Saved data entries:
+--
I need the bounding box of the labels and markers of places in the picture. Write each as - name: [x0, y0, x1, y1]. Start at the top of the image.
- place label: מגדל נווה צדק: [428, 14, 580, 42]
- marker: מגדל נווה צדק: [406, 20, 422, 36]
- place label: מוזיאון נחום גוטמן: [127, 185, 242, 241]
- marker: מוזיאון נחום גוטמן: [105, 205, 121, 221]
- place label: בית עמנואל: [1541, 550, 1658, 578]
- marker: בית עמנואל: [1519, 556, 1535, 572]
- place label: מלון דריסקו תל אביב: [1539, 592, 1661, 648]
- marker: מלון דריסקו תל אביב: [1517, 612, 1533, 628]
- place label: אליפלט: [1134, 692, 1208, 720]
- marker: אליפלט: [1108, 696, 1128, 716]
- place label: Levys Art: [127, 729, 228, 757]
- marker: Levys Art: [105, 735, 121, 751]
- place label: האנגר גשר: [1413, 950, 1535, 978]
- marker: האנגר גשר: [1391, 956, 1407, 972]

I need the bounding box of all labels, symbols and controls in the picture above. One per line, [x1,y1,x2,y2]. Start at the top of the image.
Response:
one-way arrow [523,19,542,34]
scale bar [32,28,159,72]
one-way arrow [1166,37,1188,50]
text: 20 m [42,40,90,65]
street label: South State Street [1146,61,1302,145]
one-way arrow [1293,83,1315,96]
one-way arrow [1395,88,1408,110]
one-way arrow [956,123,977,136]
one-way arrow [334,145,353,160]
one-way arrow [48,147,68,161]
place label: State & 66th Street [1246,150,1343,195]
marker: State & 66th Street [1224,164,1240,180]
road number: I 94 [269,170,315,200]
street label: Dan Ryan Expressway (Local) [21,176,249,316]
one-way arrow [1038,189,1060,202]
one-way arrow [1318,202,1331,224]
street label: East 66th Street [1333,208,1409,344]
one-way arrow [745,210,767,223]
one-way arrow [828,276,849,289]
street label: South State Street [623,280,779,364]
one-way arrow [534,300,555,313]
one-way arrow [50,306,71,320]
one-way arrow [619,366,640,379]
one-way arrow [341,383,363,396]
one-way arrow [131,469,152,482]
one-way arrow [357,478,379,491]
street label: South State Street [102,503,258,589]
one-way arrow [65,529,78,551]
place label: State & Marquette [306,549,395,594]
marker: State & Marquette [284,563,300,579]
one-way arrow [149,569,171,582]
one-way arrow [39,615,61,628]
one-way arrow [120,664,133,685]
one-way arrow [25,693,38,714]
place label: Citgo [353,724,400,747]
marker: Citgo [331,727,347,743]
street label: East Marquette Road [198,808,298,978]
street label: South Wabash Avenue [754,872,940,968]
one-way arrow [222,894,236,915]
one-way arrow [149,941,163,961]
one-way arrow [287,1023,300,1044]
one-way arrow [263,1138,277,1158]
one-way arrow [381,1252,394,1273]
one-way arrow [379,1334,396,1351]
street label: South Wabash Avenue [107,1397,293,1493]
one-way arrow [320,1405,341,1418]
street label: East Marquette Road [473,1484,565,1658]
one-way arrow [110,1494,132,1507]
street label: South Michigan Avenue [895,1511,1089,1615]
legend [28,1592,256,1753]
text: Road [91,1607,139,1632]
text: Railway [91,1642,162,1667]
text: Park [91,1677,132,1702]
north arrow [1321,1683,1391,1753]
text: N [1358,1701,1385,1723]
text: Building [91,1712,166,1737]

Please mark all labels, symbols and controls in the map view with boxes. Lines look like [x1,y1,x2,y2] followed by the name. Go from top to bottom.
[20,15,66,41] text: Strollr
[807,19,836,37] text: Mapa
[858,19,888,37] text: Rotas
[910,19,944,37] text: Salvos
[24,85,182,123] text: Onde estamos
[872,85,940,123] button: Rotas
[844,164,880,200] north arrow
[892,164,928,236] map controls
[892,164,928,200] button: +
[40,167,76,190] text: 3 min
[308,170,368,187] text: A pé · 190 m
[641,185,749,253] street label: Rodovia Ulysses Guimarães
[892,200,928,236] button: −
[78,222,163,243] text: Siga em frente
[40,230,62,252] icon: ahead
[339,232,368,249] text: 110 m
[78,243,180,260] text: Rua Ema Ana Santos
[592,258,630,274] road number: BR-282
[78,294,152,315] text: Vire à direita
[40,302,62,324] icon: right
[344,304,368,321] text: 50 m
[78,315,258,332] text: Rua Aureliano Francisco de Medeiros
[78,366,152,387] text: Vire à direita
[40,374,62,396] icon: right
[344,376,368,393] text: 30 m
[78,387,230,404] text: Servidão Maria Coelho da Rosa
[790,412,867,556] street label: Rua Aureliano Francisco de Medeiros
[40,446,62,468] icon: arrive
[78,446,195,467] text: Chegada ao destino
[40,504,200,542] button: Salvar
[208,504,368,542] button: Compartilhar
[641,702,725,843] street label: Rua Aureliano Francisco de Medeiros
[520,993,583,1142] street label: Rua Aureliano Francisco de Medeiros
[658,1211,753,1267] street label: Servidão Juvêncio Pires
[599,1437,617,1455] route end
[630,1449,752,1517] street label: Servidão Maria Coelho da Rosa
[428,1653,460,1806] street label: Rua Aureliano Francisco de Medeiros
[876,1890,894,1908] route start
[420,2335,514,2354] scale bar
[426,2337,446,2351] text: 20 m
+--
◆ Work order ◆
Each of the records should be written out again, exactly as it reads.

◆ Result for this exercise ◆
I need the bounding box of the labels and markers of places in the picture. Write each as - name: [x0, y0, x1, y1]. Start at the top of the image.
- place label: מגדל נווה צדק: [428, 14, 580, 42]
- marker: מגדל נווה צדק: [406, 20, 422, 36]
- place label: מוזיאון נחום גוטמן: [127, 185, 242, 241]
- marker: מוזיאון נחום גוטמן: [105, 205, 121, 221]
- place label: בית עמנואל: [1541, 550, 1658, 578]
- marker: בית עמנואל: [1519, 556, 1535, 572]
- place label: מלון דריסקו תל אביב: [1539, 592, 1661, 648]
- marker: מלון דריסקו תל אביב: [1517, 612, 1533, 628]
- place label: אליפלט: [1134, 692, 1208, 720]
- marker: אליפלט: [1108, 696, 1128, 716]
- place label: Levys Art: [127, 729, 228, 757]
- marker: Levys Art: [105, 735, 121, 751]
- place label: האנגר גשר: [1413, 950, 1535, 978]
- marker: האנגר גשר: [1391, 956, 1407, 972]

I need the bounding box of all labels, symbols and controls in the picture above. One per line, [x1,y1,x2,y2]. Start at the top of the image.
Response:
one-way arrow [523,19,542,34]
scale bar [32,28,159,72]
one-way arrow [1166,37,1188,50]
text: 20 m [42,40,90,65]
street label: South State Street [1146,61,1302,145]
one-way arrow [1293,83,1315,96]
one-way arrow [1395,88,1408,110]
one-way arrow [956,123,977,136]
one-way arrow [334,145,353,160]
one-way arrow [48,147,68,161]
place label: State & 66th Street [1246,150,1343,195]
marker: State & 66th Street [1224,164,1240,180]
road number: I 94 [269,170,315,200]
street label: Dan Ryan Expressway (Local) [21,176,249,316]
one-way arrow [1038,189,1060,202]
one-way arrow [1318,202,1331,224]
street label: East 66th Street [1333,208,1409,344]
one-way arrow [745,210,767,223]
one-way arrow [828,276,849,289]
street label: South State Street [623,280,779,364]
one-way arrow [534,300,555,313]
one-way arrow [50,306,71,320]
one-way arrow [619,366,640,379]
one-way arrow [341,383,363,396]
one-way arrow [131,469,152,482]
one-way arrow [357,478,379,491]
street label: South State Street [102,503,258,589]
one-way arrow [65,529,78,551]
place label: State & Marquette [306,549,395,594]
marker: State & Marquette [284,563,300,579]
one-way arrow [149,569,171,582]
one-way arrow [39,615,61,628]
one-way arrow [120,664,133,685]
one-way arrow [25,693,38,714]
place label: Citgo [353,724,400,747]
marker: Citgo [331,727,347,743]
street label: East Marquette Road [198,808,298,978]
street label: South Wabash Avenue [754,872,940,968]
one-way arrow [222,894,236,915]
one-way arrow [149,941,163,961]
one-way arrow [287,1023,300,1044]
one-way arrow [263,1138,277,1158]
one-way arrow [381,1252,394,1273]
one-way arrow [379,1334,396,1351]
street label: South Wabash Avenue [107,1397,293,1493]
one-way arrow [320,1405,341,1418]
street label: East Marquette Road [473,1484,565,1658]
one-way arrow [110,1494,132,1507]
street label: South Michigan Avenue [895,1511,1089,1615]
legend [28,1592,256,1753]
text: Road [91,1607,139,1632]
text: Railway [91,1642,162,1667]
text: Park [91,1677,132,1702]
north arrow [1321,1683,1391,1753]
text: N [1358,1701,1385,1723]
text: Building [91,1712,166,1737]

Please mark all labels, symbols and controls in the map view with boxes. Lines look like [x1,y1,x2,y2] followed by the name. Go from top to bottom.
[20,15,66,41] text: Strollr
[807,19,836,37] text: Mapa
[858,19,888,37] text: Rotas
[910,19,944,37] text: Salvos
[24,85,182,123] text: Onde estamos
[872,85,940,123] button: Rotas
[844,164,880,200] north arrow
[892,164,928,236] map controls
[892,164,928,200] button: +
[40,167,76,190] text: 3 min
[308,170,368,187] text: A pé · 190 m
[641,185,749,253] street label: Rodovia Ulysses Guimarães
[892,200,928,236] button: −
[78,222,163,243] text: Siga em frente
[40,230,62,252] icon: ahead
[339,232,368,249] text: 110 m
[78,243,180,260] text: Rua Ema Ana Santos
[592,258,630,274] road number: BR-282
[78,294,152,315] text: Vire à direita
[40,302,62,324] icon: right
[344,304,368,321] text: 50 m
[78,315,258,332] text: Rua Aureliano Francisco de Medeiros
[78,366,152,387] text: Vire à direita
[40,374,62,396] icon: right
[344,376,368,393] text: 30 m
[78,387,230,404] text: Servidão Maria Coelho da Rosa
[790,412,867,556] street label: Rua Aureliano Francisco de Medeiros
[40,446,62,468] icon: arrive
[78,446,195,467] text: Chegada ao destino
[40,504,200,542] button: Salvar
[208,504,368,542] button: Compartilhar
[641,702,725,843] street label: Rua Aureliano Francisco de Medeiros
[520,993,583,1142] street label: Rua Aureliano Francisco de Medeiros
[658,1211,753,1267] street label: Servidão Juvêncio Pires
[599,1437,617,1455] route end
[630,1449,752,1517] street label: Servidão Maria Coelho da Rosa
[428,1653,460,1806] street label: Rua Aureliano Francisco de Medeiros
[876,1890,894,1908] route start
[420,2335,514,2354] scale bar
[426,2337,446,2351] text: 20 m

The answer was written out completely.